**About this task:**
Nothing but the lines from the start of the entries below through the line containing "2px #a2b5ae) drop-shadow(0" should appear in the answer, copied exactly and free of pictures.

**Extracted data:**
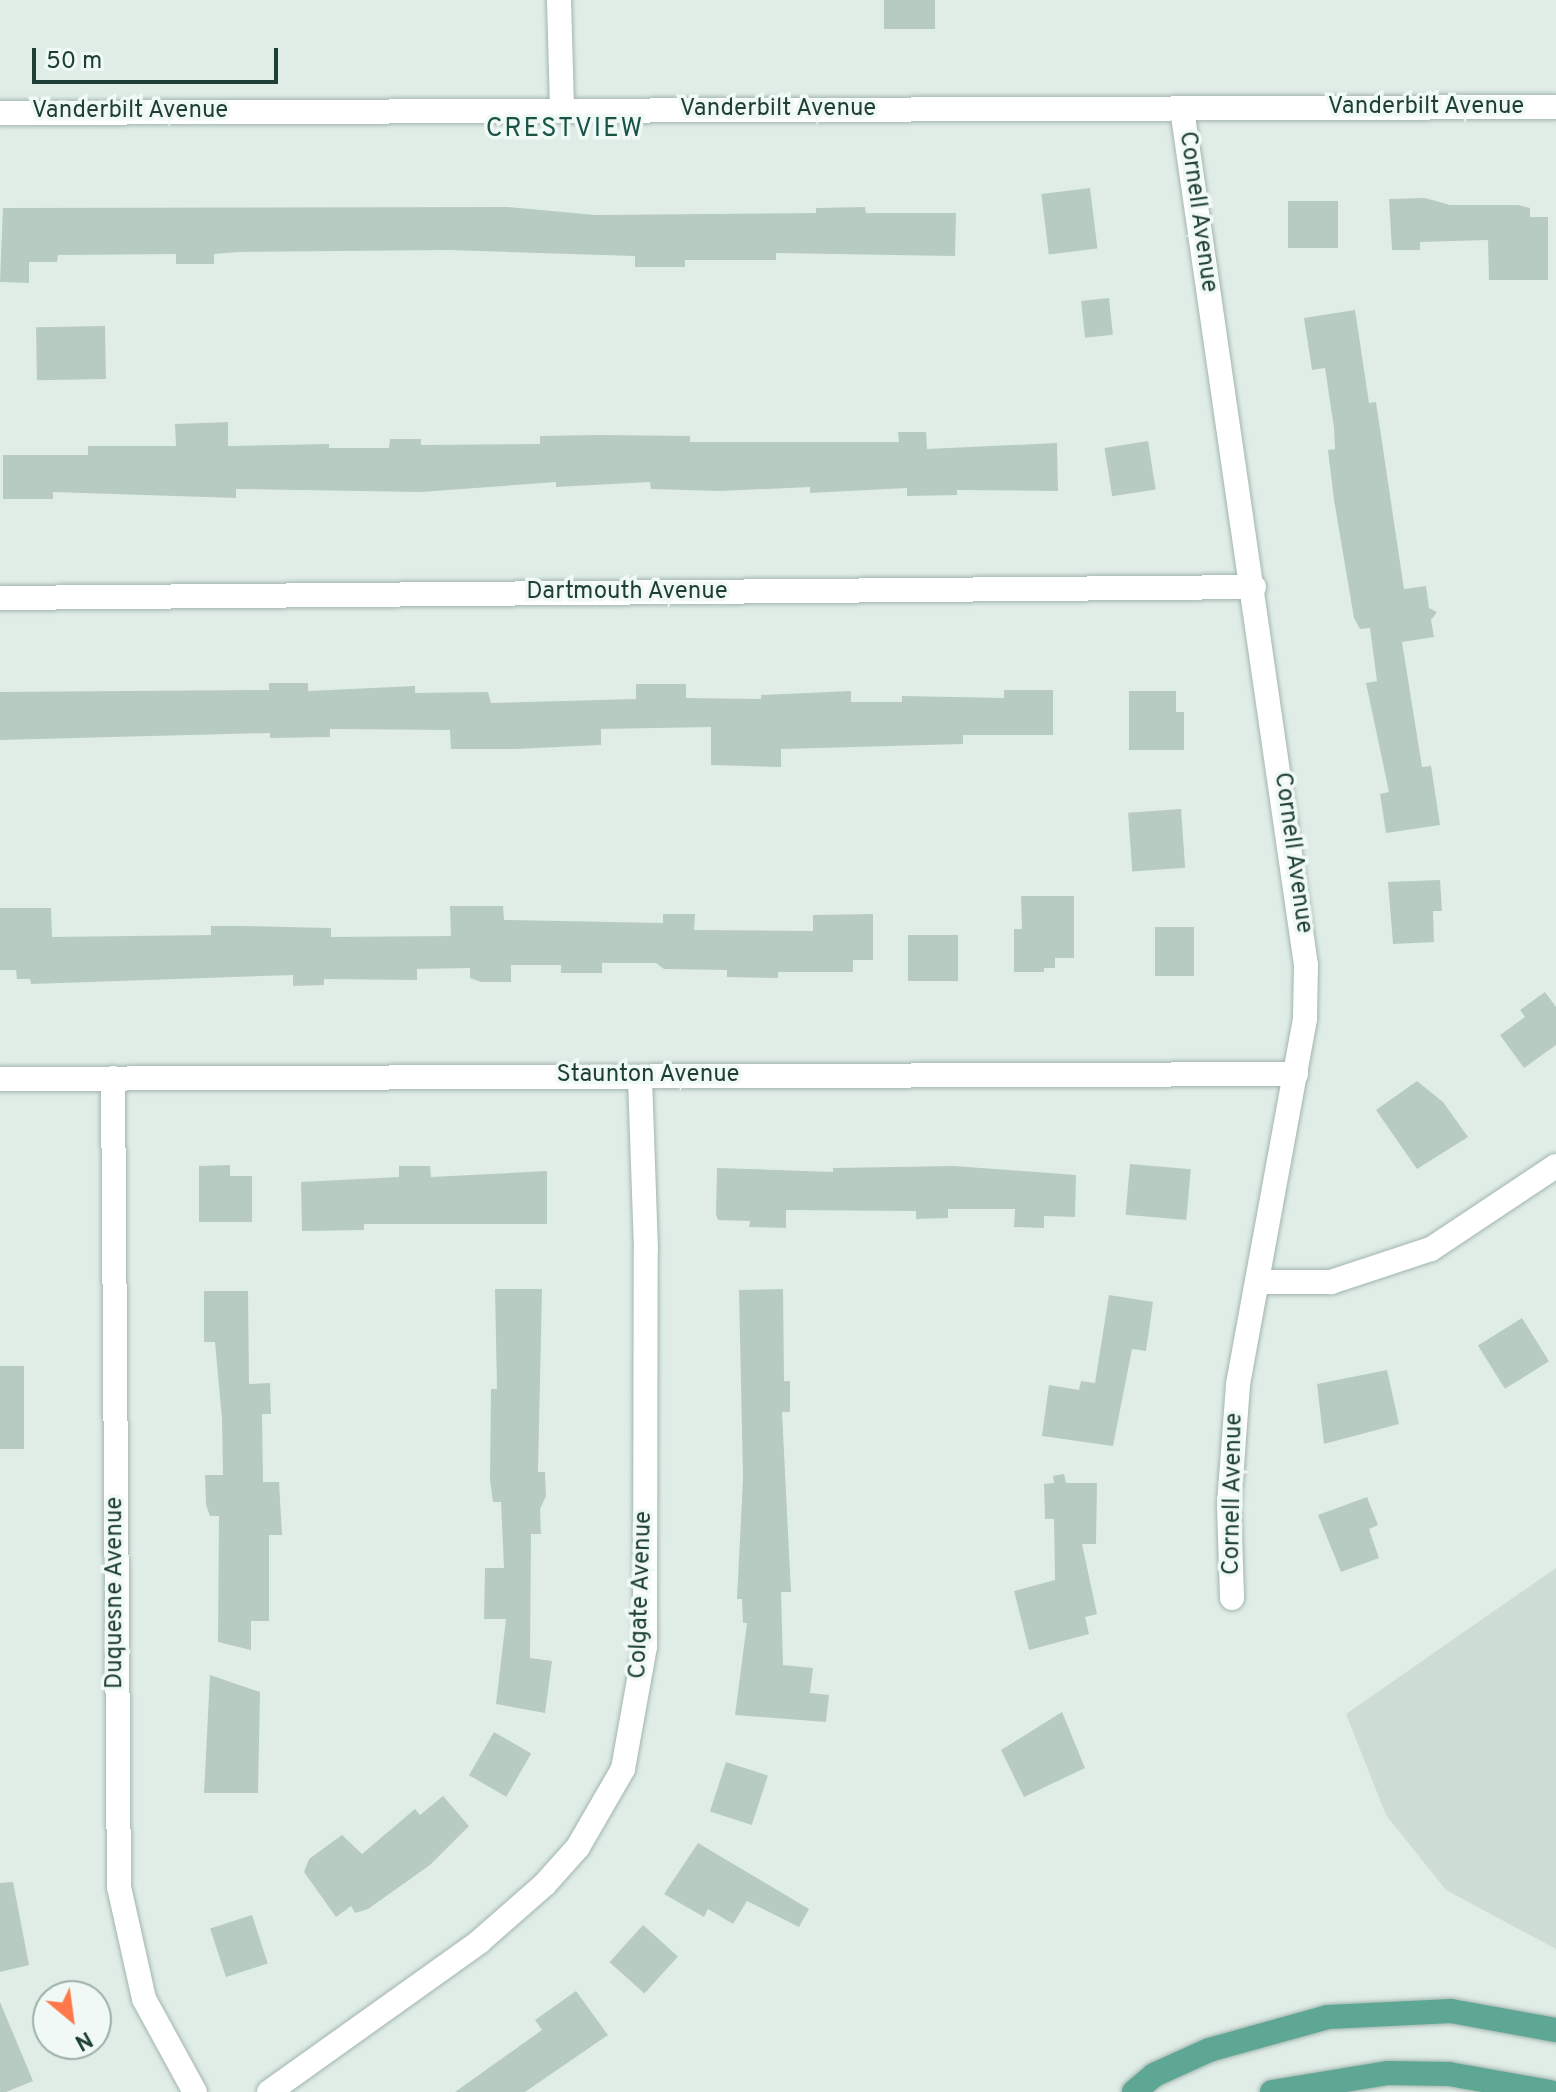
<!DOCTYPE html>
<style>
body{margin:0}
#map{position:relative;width:1556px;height:2092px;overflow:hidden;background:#e0ede7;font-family:Overpass,sans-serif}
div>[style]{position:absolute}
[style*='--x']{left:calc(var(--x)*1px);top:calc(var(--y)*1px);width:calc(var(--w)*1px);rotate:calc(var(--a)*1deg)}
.built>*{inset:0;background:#cedcd6}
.building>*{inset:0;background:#b7cbc3;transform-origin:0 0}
.roads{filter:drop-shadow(0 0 2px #a2b5ae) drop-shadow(0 0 2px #a2b5ae)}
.minor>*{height:24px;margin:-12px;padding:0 12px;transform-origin:12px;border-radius:12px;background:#fff}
.major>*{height:24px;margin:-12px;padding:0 12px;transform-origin:12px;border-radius:12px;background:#5fa795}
span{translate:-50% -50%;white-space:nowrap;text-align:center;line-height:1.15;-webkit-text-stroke:7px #f0f9f5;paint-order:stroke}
.street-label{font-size:24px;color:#1e3f36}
.neighbourhood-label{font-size:26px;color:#185345;letter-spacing:2px}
.north{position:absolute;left:32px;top:1980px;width:80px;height:80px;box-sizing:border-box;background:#f0f9f5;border:2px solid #9cafa9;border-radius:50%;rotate:151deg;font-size:22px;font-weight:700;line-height:32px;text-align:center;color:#1e3f36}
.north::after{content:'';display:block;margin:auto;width:28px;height:36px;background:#ff784b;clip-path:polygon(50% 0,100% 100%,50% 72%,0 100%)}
.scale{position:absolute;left:32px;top:48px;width:246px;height:36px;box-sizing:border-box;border:4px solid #1e3f36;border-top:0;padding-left:10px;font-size:24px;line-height:28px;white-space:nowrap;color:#1e3f36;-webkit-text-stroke:6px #f0f9f5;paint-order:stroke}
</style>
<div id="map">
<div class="built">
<i style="clip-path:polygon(1556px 1568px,1556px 1949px,1446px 1890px,1386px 1815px,1346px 1714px)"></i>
</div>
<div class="building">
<i style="left:884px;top:0;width:51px;height:29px"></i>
<i style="left:1090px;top:188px;width:61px;height:49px;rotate:83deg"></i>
<i style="clip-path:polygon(1425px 198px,1450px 205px,1518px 205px,1530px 208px,1530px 217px,1548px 217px,1548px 280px,1489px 280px,1488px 240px,1420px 242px,1420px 250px,1392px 250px,1389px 199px)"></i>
<i style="left:1338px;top:201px;width:47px;height:50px;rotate:90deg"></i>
<i style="clip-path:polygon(508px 207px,595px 215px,816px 213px,816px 208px,865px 207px,866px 213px,956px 213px,955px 256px,776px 253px,776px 260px,685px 260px,685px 267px,635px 267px,635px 256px,449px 250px,238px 252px,214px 254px,214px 264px,176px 264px,176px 254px,58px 255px,57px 262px,29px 262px,29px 283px,0 282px,3px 208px)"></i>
<i style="left:1109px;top:298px;width:37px;height:28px;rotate:84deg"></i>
<i style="clip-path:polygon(1355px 310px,1369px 403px,1376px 402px,1404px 589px,1426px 586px,1429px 608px,1437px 612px,1431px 620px,1434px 637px,1402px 642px,1422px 767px,1431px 766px,1440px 825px,1386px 833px,1380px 794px,1389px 792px,1366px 683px,1377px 681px,1370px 628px,1360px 629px,1354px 618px,1334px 500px,1328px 450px,1335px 449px,1334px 428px,1325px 368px,1312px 370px,1304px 318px)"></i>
<i style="left:105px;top:326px;width:53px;height:69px;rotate:89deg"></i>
<i style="clip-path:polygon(228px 422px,228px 446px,329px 444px,329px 448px,389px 448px,390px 439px,421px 439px,421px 445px,540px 444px,540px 436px,599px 435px,690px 436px,690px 442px,899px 442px,898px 432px,926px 432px,927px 449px,1057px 443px,1058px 491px,957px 490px,957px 495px,907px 496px,907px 488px,810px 493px,810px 487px,720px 491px,651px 489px,650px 482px,556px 487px,556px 482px,421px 492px,236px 489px,236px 498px,53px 492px,53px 499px,3px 499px,3px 455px,88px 455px,88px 446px,176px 446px,175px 424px)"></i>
<i style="left:1148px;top:441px;width:49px;height:44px;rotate:81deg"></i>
<i style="clip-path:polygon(269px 683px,308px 683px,308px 691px,415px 686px,415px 693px,488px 692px,491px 703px,636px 699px,636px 684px,686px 684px,686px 698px,761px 699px,761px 695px,851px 691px,851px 702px,902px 702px,902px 696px,1004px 698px,1004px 690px,1053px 690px,1053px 735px,963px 735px,963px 744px,781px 749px,781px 767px,711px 765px,711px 727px,601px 729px,601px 745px,515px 749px,451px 749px,450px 730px,330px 729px,330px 737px,270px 738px,270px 733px,0 740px,0 692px,269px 690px)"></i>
<i style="clip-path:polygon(1129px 691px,1176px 691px,1176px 712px,1184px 712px,1184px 750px,1129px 750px)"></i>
<i style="left:1181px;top:809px;width:59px;height:53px;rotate:86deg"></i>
<i style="clip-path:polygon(1440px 880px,1442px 911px,1433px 911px,1434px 942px,1393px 944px,1388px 882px)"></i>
<i style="clip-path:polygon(1021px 896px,1074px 896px,1074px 958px,1055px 958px,1055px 968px,1044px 968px,1044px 972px,1014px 972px,1014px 929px,1022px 929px)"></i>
<i style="clip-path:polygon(450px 906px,503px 906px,504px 920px,663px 923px,663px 914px,695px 914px,694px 930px,813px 931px,813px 915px,873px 914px,873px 960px,853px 960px,853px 972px,778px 972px,778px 978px,727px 977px,727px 970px,664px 969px,656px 963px,602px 963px,602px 973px,561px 973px,561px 965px,511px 965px,511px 982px,481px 982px,470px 978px,470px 968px,417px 969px,417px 980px,324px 979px,324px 985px,293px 986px,293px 975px,31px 984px,30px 979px,17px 979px,16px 970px,0 970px,0 908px,51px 908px,52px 937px,211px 935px,211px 926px,243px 926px,331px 928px,331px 937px,451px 936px)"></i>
<i style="left:1194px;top:927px;width:49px;height:39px;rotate:90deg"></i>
<i style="left:908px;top:935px;width:50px;height:46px"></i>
<i style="clip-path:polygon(1545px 992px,1556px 1007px,1556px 1045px,1524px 1068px,1500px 1035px,1525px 1017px,1520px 1010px)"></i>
<i style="clip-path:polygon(1417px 1081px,1443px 1102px,1468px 1137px,1417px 1169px,1376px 1110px)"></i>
<i style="left:1130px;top:1164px;width:61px;height:51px;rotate:5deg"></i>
<i style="clip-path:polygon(230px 1165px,230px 1176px,252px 1176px,252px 1222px,199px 1222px,199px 1166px)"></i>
<i style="clip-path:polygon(399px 1166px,430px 1166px,431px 1177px,547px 1171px,547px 1224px,364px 1224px,364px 1230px,302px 1231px,301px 1182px,399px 1177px)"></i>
<i style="clip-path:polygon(954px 1166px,1076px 1175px,1075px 1217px,1044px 1216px,1044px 1228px,1014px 1227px,1015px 1209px,948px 1209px,948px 1218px,916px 1219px,916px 1211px,786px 1210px,786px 1228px,749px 1227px,750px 1221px,718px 1220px,716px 1214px,717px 1168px,833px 1172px,833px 1168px)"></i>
<i style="clip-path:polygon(495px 1289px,542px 1289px,538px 1472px,545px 1472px,546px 1496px,540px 1509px,541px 1534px,531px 1534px,530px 1658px,552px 1661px,545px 1713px,496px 1704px,506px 1619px,484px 1619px,485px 1568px,504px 1568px,501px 1502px,493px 1502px,490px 1480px,491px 1389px,497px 1389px)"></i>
<i style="clip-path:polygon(783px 1289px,784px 1381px,790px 1381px,790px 1412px,782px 1412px,791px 1592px,781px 1592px,783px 1665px,813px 1668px,810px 1693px,829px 1695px,826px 1722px,735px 1715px,747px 1623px,743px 1623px,742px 1599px,737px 1599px,743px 1478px,739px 1290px)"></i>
<i style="clip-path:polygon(204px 1291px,248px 1291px,249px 1384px,270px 1383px,271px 1414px,262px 1414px,263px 1482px,279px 1482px,282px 1535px,269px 1535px,269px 1621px,251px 1621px,251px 1650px,218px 1642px,219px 1516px,210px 1516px,206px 1505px,205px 1475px,223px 1475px,222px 1419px,215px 1342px,204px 1342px)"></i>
<i style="clip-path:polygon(1109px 1295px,1153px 1302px,1146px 1351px,1132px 1349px,1113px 1446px,1042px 1436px,1049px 1385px,1079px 1390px,1081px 1381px,1095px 1383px)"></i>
<i style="left:1522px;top:1318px;width:51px;height:52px;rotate:58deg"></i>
<i style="left:0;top:1366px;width:24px;height:83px"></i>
<i style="clip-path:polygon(1387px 1370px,1399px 1424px,1324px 1444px,1317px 1384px)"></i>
<i style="clip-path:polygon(1064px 1474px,1066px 1483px,1097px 1483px,1096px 1544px,1082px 1544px,1097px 1614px,1085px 1617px,1089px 1634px,1029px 1650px,1014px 1591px,1055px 1580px,1054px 1519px,1045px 1519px,1044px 1484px,1054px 1483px,1053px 1476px)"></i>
<i style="clip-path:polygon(1367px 1497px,1378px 1525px,1369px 1529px,1379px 1558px,1341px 1572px,1318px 1515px)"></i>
<i style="clip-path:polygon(210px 1675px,260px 1692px,258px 1793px,204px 1793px)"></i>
<i style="clip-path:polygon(1062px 1712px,1085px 1768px,1024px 1797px,1001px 1750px)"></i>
<i style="left:494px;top:1732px;width:43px;height:50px;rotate:30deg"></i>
<i style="left:726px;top:1762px;width:44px;height:52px;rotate:18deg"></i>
<i style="clip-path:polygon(443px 1796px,469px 1826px,430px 1865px,368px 1909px,355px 1913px,351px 1906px,336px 1917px,304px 1872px,309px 1859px,342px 1835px,362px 1854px,415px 1809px,420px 1815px)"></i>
<i style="clip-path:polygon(698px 1843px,809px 1909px,799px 1927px,747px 1901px,733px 1924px,708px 1909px,704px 1917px,664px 1894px)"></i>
<i style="clip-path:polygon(13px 1882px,29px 1965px,0 1972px,0 1883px)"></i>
<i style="left:252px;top:1915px;width:51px;height:44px;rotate:72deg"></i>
<i style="left:643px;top:1925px;width:47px;height:50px;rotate:42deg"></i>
<i style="clip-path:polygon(576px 1991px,608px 2035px,525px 2092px,455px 2092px,542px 2030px,535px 2020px)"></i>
<i style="clip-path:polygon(0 2002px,33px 2081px,6px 2092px,0 2092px)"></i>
</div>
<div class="roads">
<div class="minor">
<i style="--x:559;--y:0;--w:110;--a:88.4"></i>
<i style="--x:1182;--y:109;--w:865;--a:81.76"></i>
<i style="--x:1306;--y:965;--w:54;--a:91.1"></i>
<i style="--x:1305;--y:1019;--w:372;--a:100.4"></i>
<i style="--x:1238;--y:1385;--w:121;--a:94.3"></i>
<i style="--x:1229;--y:1506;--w:92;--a:88.1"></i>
<i style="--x:0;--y:113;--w:1556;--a:-0.22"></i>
<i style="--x:0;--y:598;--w:1254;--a:-0.5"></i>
<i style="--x:113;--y:1078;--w:809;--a:89.58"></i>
<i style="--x:119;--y:1887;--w:115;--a:77.4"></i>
<i style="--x:144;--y:1999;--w:106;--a:61.3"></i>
<i style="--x:0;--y:1079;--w:1296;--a:-0.22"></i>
<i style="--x:1257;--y:1282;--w:74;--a:0"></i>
<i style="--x:1331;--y:1282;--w:105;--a:-18.3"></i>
<i style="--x:1431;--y:1249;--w:150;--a:-33.6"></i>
<i style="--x:269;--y:2092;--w:258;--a:-35.5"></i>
<i style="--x:479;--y:1942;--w:88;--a:-41.3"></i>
<i style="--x:545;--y:1884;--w:50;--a:-48.3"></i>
<i style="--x:578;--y:1847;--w:90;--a:-60"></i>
<i style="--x:623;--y:1769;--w:124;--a:-79.8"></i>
<i style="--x:645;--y:1647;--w:397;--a:-89.9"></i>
<i style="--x:646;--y:1250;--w:173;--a:-92"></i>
</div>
<div class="major">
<i style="--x:1134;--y:2092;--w:26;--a:-40"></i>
<i style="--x:1154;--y:2075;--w:60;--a:-24.4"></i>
<i style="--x:1209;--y:2050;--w:123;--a:-15.5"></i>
<i style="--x:1328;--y:2017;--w:123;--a:-2.8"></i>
<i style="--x:1451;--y:2011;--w:107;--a:10.3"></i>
<i style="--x:1272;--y:2092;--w:118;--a:-9.3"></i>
<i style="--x:1388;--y:2073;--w:61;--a:0.9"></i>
<i style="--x:1449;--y:2074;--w:103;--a:10.1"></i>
</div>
</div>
<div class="street-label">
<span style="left:1426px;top:108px">Vanderbilt Avenue</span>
<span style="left:778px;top:110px">Vanderbilt Avenue</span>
<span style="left:130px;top:112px">Vanderbilt Avenue</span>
<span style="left:1197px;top:212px;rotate:82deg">Cornell Avenue</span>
<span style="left:627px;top:593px">Dartmouth Avenue</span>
<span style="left:1292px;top:853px;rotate:82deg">Cornell Avenue</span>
<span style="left:648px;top:1076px">Staunton Avenue</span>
<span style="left:1234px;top:1494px;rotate:-89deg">Cornell Avenue</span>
<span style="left:116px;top:1593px;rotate:-90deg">Duquesne Avenue</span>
<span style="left:642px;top:1595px;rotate:-88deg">Colgate Avenue</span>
</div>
<div class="neighbourhood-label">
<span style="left:565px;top:130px">CRESTVIEW</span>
</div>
<div class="north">N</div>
<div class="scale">50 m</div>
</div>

**Result of the exercise:**
<!DOCTYPE html>
<style>
body{margin:0}
#map{position:relative;width:1556px;height:2092px;overflow:hidden;background:#e0ede7;font-family:Overpass,sans-serif}
div>[style]{position:absolute}
[style*='--x']{left:calc(var(--x)*1px);top:calc(var(--y)*1px);width:calc(var(--w)*1px);rotate:calc(var(--a)*1deg)}
.built>*{inset:0;background:#cedcd6}
.building>*{inset:0;background:#b7cbc3;transform-origin:0 0}
.roads{filter:drop-shadow(0 0 2px #a2b5ae) drop-shadow(0 0 2px #a2b5ae)}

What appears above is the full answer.